[[ Extracted material, beginning ]]

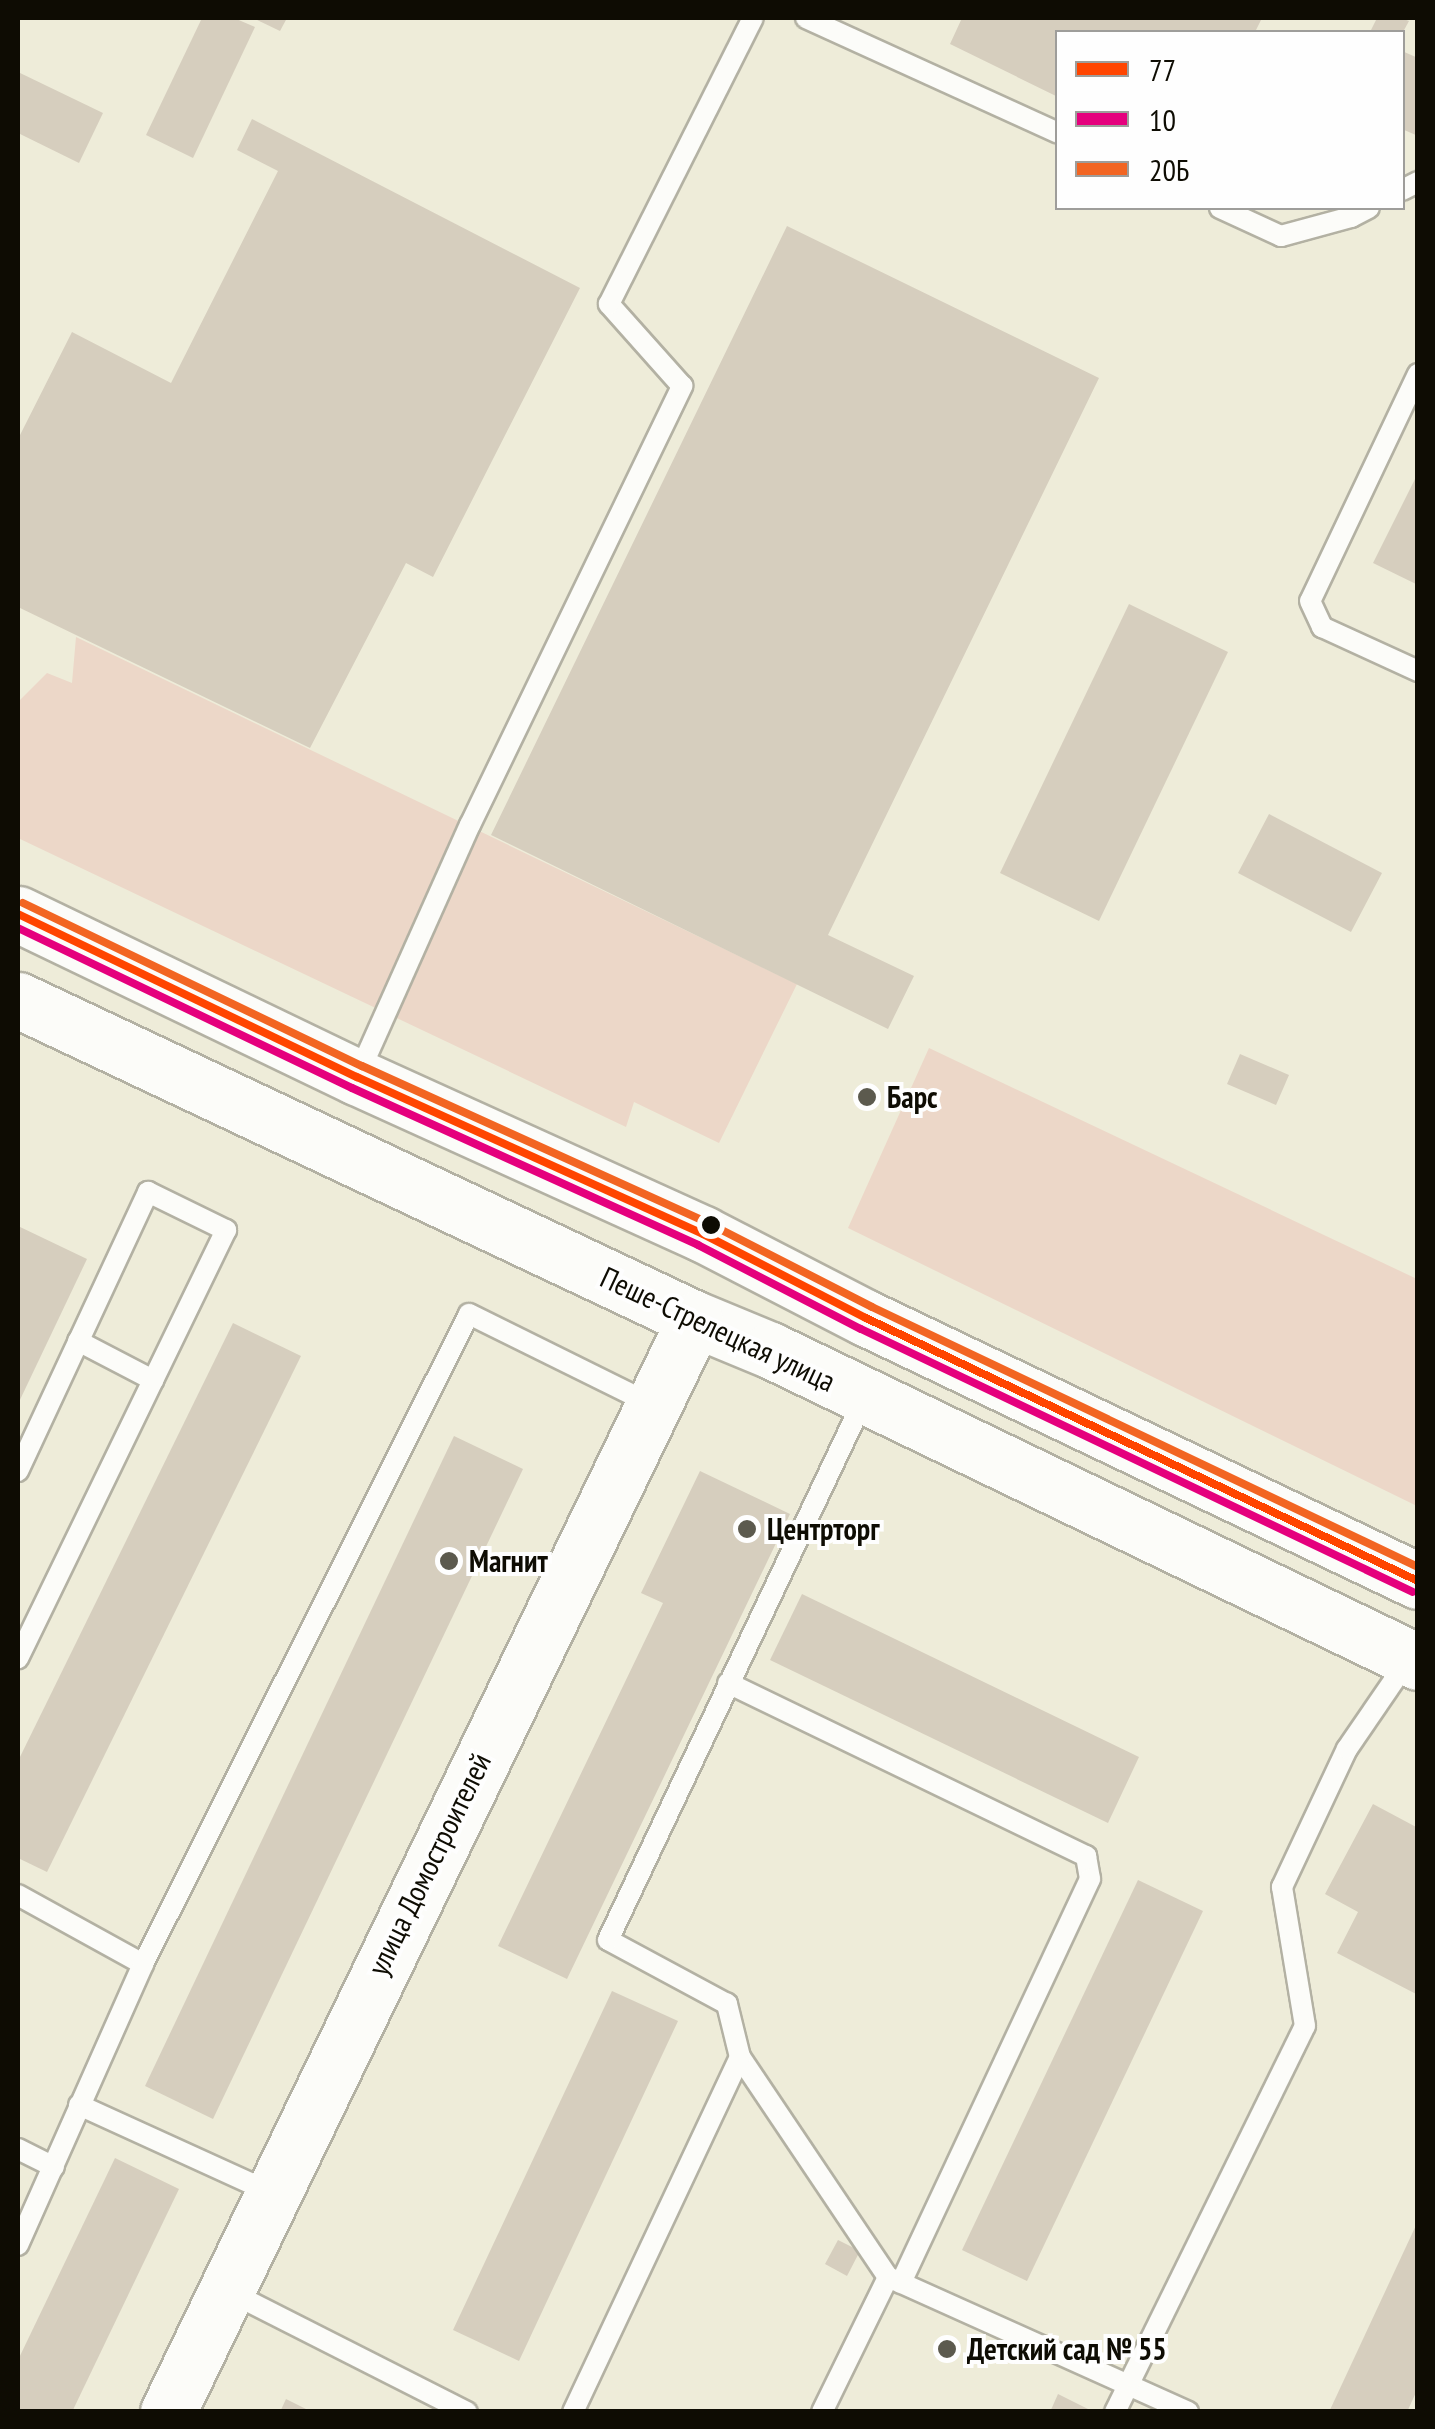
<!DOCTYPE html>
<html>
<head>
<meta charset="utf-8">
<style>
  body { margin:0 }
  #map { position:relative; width:1435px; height:2429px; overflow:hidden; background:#eeecd9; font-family:"PT Sans Narrow",sans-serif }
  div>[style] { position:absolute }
  .green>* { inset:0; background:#ecd7c8 }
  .building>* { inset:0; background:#d6cebe }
  .roads { filter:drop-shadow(2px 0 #b3b1a3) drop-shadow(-2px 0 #b3b1a3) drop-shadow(0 2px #b3b1a3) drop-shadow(0 -2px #b3b1a3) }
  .lane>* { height:20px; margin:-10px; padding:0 10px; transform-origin:10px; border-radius:10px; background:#fcfcf9 }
  .secondary>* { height:55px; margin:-27.5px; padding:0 27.5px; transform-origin:27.5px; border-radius:27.5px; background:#fcfcf9 }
  .bus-1>* { height:8px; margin:-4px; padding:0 4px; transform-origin:4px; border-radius:4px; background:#ff4500 }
  .bus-2>* { height:8px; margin:-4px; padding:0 4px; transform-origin:4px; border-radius:4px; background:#e5007d }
  .bus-3>* { height:8px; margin:-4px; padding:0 4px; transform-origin:4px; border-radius:4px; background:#f26522 }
  .dots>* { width:28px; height:28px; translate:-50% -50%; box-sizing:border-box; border:5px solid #fefefe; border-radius:50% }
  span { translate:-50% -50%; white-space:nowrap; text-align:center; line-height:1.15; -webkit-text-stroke:8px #fefefe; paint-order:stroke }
  .poi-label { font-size:30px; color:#0e0c03; font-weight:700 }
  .left { translate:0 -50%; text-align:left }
  .street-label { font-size:30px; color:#0e0c03 }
  .frame { position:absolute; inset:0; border:20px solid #0e0c03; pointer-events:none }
  .legend { position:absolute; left:1055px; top:30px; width:350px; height:180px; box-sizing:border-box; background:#fefefe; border:2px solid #9e9d9a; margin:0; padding:12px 18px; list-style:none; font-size:30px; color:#0e0c03 }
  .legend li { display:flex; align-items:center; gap:20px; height:50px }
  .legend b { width:50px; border:2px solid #9e9d9a }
</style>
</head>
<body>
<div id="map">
  <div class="green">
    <i style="clip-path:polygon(76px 637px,797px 984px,719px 1143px,634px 1102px,626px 1127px,18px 838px,18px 702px,47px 673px,72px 683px)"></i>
    <i style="clip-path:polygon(929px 1048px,1417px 1279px,1417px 1506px,848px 1228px)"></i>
  </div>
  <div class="building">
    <i style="clip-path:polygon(202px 18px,234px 18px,255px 27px,193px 158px,146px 135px)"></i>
    <i style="clip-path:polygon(253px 18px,287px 18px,280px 31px)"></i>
    <i style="clip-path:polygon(962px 18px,1262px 18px,1255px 32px,1058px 32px,1058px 97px,950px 44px)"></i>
    <i style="clip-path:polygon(1377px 18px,1401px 18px,1409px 21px,1403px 32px,1370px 32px)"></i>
    <i style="clip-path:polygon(1402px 51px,1418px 58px,1418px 136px,1402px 129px)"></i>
    <i style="clip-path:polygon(18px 72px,103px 113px,79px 163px,18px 133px)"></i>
    <i style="clip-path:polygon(252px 119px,580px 288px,433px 577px,406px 563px,310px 748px,18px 607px,18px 439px,72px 332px,171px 383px,278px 171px,237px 150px)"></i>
    <i style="clip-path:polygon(787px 226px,1099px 378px,828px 935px,914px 976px,888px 1029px,491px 835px)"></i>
    <i style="clip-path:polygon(1418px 473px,1418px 585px,1373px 563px)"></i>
    <i style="clip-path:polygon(1129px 604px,1228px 652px,1099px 921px,1000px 873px)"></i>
    <i style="clip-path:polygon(1269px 814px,1382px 873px,1351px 932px,1238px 873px)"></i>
    <i style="clip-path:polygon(1240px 1054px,1289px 1075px,1276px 1105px,1227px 1084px)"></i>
    <i style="clip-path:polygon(18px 1226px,87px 1259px,18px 1404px)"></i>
    <i style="clip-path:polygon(233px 1323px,301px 1356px,47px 1872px,18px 1858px,18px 1761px)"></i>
    <i style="clip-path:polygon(454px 1436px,523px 1469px,213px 2119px,145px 2086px)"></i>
    <i style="clip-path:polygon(700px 1471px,790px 1514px,567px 1979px,498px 1946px,663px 1603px,641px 1593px)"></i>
    <i style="clip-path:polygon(802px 1594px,1139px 1757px,1108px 1823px,770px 1660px)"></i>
    <i style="clip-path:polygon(1373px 1804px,1418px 1828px,1418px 1995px,1337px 1953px,1358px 1912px,1325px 1894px)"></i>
    <i style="clip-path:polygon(1138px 1880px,1203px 1911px,1027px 2281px,962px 2250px)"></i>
    <i style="clip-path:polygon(612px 1991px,678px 2021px,519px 2361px,453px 2330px)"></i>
    <i style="clip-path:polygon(115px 2158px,179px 2189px,72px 2412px,18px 2412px,18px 2360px)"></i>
    <i style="clip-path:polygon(1418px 2221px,1418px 2388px,1407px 2412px,1329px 2412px)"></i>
    <i style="clip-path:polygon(838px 2240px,860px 2251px,847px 2276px,825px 2264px)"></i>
    <i style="clip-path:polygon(1058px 2394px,1094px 2412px,1050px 2412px)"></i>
    <i style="clip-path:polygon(286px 2399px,312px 2412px,280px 2412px)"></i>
  </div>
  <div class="roads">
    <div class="lane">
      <i style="left:806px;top:18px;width:277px;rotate:24.5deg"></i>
      <i style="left:1402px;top:190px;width:18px;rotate:-27deg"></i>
      <i style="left:1220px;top:208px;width:67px;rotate:24.7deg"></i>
      <i style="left:1281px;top:236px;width:73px;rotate:-15.2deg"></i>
      <i style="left:1351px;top:217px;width:20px;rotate:-27deg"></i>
      <i style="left:1418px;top:374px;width:251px;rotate:115.4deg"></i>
      <i style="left:1310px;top:601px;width:29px;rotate:65deg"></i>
      <i style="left:1322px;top:627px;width:106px;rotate:24.6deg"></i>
      <i style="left:358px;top:1075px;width:274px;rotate:-65.9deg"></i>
      <i style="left:470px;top:825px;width:488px;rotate:-64.2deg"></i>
      <i style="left:682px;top:386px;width:110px;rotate:-131.7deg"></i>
      <i style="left:609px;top:304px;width:320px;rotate:-63.3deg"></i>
      <i style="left:78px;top:1341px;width:85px;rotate:27.5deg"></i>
      <i style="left:18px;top:1471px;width:308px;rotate:-65deg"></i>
      <i style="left:148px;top:1192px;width:87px;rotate:26deg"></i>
      <i style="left:226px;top:1230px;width:476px;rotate:115.9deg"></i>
      <i style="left:728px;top:1683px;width:398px;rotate:25.8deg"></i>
      <i style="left:1086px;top:1856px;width:23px;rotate:80deg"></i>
      <i style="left:1090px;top:1879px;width:446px;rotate:115.1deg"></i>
      <i style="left:18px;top:1895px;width:143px;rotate:28.9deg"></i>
      <i style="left:740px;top:2057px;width:265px;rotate:56.1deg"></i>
      <i style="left:888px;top:2277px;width:329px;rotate:24.2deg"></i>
      <i style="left:79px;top:2105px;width:210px;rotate:24.5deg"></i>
      <i style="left:18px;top:2149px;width:40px;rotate:26.6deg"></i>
      <i style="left:18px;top:2245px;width:308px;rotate:-66deg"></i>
      <i style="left:143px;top:1964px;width:727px;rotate:-63.36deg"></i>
      <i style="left:469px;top:1314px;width:203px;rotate:26.3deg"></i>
      <i style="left:228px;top:2291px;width:268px;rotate:26.9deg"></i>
      <i style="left:573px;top:2412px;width:392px;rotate:-64.8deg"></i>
      <i style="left:740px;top:2057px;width:55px;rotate:-103.8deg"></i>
      <i style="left:727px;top:2004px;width:135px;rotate:-151.7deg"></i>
      <i style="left:608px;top:1940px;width:599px;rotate:-64.68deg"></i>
      <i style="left:822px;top:2412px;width:150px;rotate:-63.9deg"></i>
      <i style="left:1115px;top:2412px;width:430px;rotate:-63.8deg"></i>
      <i style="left:1305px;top:2026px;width:141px;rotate:-99.4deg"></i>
      <i style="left:1282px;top:1887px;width:153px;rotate:-64.8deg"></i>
      <i style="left:1347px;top:1749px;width:108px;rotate:-55.6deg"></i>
    </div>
    <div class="secondary">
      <i style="left:18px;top:914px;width:376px;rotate:25.7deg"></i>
      <i style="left:357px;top:1077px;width:380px;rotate:24.4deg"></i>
      <i style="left:703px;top:1234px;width:183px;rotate:27.3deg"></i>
      <i style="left:866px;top:1318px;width:611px;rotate:25.48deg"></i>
      <i style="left:18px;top:1000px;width:748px;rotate:25.23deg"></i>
      <i style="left:695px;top:1319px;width:81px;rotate:22.5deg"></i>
      <i style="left:770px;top:1350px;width:719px;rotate:25.71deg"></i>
      <i style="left:168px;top:2412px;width:1213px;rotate:-64.26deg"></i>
    </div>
  </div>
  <div class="bus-1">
    <i style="left:18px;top:914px;width:376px;rotate:25.7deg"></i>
    <i style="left:357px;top:1077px;width:380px;rotate:24.4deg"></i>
    <i style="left:703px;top:1234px;width:183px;rotate:27.3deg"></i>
    <i style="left:866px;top:1318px;width:611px;rotate:25.48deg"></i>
  </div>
  <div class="bus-2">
    <i style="left:18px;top:928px;width:370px;rotate:25.6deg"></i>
    <i style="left:352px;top:1088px;width:380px;rotate:24.4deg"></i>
    <i style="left:698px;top:1245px;width:183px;rotate:27.3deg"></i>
    <i style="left:861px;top:1329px;width:611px;rotate:25.48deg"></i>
  </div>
  <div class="bus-3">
    <i style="left:23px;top:903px;width:376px;rotate:25.7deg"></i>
    <i style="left:362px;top:1066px;width:380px;rotate:24.4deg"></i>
    <i style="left:708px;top:1223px;width:184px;rotate:27.1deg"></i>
    <i style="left:872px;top:1307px;width:605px;rotate:25.46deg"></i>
  </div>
  <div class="dots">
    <i style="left:867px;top:1097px;background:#5c5a4e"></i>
    <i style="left:711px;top:1225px;background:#0e0c03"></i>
    <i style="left:747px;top:1529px;background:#5c5a4e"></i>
    <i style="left:449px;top:1561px;background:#5c5a4e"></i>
    <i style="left:947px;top:2349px;background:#5c5a4e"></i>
  </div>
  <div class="poi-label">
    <span class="left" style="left:887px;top:1097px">Барс</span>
    <span class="left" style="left:767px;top:1529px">Центрторг</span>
    <span class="left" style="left:469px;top:1561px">Магнит</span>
    <span class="left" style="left:967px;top:2349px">Детский сад № 55</span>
  </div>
  <div class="street-label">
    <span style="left:718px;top:1329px;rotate:25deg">Пеше-Стрелецкая улица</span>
    <span style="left:429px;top:1864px;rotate:-64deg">улица Домостроителей</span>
  </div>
  <div class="frame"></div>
  <ul class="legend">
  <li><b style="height:12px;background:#ff4500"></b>77</li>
  <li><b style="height:12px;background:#e5007d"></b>10</li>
  <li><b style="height:12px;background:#f26522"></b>20Б</li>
  </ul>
</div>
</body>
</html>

[[ Extracted material, end ]]

Work item → Up to and including the line that contains "filter:drop-shadow(2px 0 #b3b1a3)", print the records above exactly from their first line, without any pictures.

Completed task →
<!DOCTYPE html>
<html>
<head>
<meta charset="utf-8">
<style>
  body { margin:0 }
  #map { position:relative; width:1435px; height:2429px; overflow:hidden; background:#eeecd9; font-family:"PT Sans Narrow",sans-serif }
  div>[style] { position:absolute }
  .green>* { inset:0; background:#ecd7c8 }
  .building>* { inset:0; background:#d6cebe }
  .roads { filter:drop-shadow(2px 0 #b3b1a3) drop-shadow(-2px 0 #b3b1a3) drop-shadow(0 2px #b3b1a3) drop-shadow(0 -2px #b3b1a3) }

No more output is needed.